我不是很清楚你设置的所有细节,但这里有一个简单的解决方案,它说明了如何在工作完全按进程划分的限制下进行,即 nlines 是大小的倍数。
在这种情况下,母版的图案是一个简单的矢量(即二维子阵列)。唯一的技巧是适当地调整矢量的大小,以便贡献在接收器处正确排列。您不需要使用 Gatherv - 每个进程发送一堆双打,而主进程从每个人那里接收一个向量。
一般情况下的解决方案取决于数据划分不准确时如何划分数据。如果除最后一个数据较少的进程外,所有进程都具有相同数量的数据,则可以使用此解决方案,但您可以填充最后一个进程的数据,以便它可以发送和接收与其余进程相同数量的数据(包括一些虚拟数据)。
我初始化数据,例如,在第 3 步,跨进程分布的行的值为 301、302、303,... 300+n 行。

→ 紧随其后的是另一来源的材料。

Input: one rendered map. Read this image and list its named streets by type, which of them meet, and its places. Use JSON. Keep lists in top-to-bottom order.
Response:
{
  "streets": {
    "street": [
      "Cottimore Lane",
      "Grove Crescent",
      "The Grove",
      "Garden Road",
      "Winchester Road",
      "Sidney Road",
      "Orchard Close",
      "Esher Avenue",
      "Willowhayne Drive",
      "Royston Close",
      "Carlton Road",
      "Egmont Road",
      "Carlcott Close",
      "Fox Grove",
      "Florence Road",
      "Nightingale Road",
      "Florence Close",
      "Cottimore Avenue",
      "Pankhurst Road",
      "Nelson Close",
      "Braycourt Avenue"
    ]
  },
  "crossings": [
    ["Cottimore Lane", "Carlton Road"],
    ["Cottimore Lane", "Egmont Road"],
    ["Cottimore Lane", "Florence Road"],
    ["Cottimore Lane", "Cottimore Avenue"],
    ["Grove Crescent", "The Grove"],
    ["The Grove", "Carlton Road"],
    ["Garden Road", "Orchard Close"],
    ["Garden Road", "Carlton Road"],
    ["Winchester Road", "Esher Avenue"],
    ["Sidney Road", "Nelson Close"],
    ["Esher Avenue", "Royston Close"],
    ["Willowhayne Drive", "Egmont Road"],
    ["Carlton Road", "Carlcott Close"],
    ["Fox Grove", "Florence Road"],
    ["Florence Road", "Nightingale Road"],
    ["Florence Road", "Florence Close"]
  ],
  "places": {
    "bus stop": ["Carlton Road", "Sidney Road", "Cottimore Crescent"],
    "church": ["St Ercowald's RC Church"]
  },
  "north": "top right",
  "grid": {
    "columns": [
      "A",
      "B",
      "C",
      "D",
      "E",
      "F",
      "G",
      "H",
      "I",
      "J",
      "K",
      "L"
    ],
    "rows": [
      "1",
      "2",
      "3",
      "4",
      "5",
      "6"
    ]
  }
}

如果我 运行 处理 4 个进程,12 行和 4 个步骤,那么输出看起来是正确的:
笔记本电脑:~$ mpiexec -n 4 ./gather2d
rank, mystart, myend 2 7 9
rank, mystart, myend 1 4 6
rank, mystart, myend 0 1 3
rank, mystart, myend 3 10 12
1 101 201 301 401
2 102 202 302 402
3 103 203 303 403
4 104 204 304 404
5 105 205 305 405
6 106 206 306 406
7 107 207 307 407
8 108 208 308 408
9 109 209 309 409
10 110 210 310 410
11 111 211 311 411
12 112 212 312 412
代码如下:
program gather2d
use mpi
implicit none
integer :: nlines, nsteps
integer :: comm, rank, size, ierr, arraytype, arraytyperesized
integer :: mystart, myend
integer :: i, j
integer :: dblesize
double precision, allocatable, dimension(:,:) :: B_lines
integer(kind=mpi_address_kind) lb, extent
comm = MPI_COMM_WORLD
nlines = 12
nsteps = 4
call MPI_Init(ierr)
call MPI_Comm_size(comm, size, ierr)
call MPI_Comm_rank(comm, rank, ierr)
mystart = nlines/size * rank + 1
myend = nlines/size * (rank+1)
write(*,*) 'rank, mystart, myend ', rank, mystart, myend
if (rank == 0) then
allocate(B_lines(1:nlines, 0:nsteps))
else
allocate(B_lines(mystart:myend, 0:nsteps))
end if
do i = mystart, myend
do j = 0, nsteps
B_lines(i,j) = i+100*j
end do
end do
call MPI_Type_vector(nsteps+1, myend-mystart+1, nlines, &
MPI_DOUBLE_PRECISION, arraytype, ierr)
call MPI_Type_size(MPI_DOUBLE_PRECISION, dblesize, ierr)
lb = 0
extent = (myend-mystart+1)*dblesize
call MPI_Type_Create_resized(arraytype, lb, extent, arraytyperesized, ierr)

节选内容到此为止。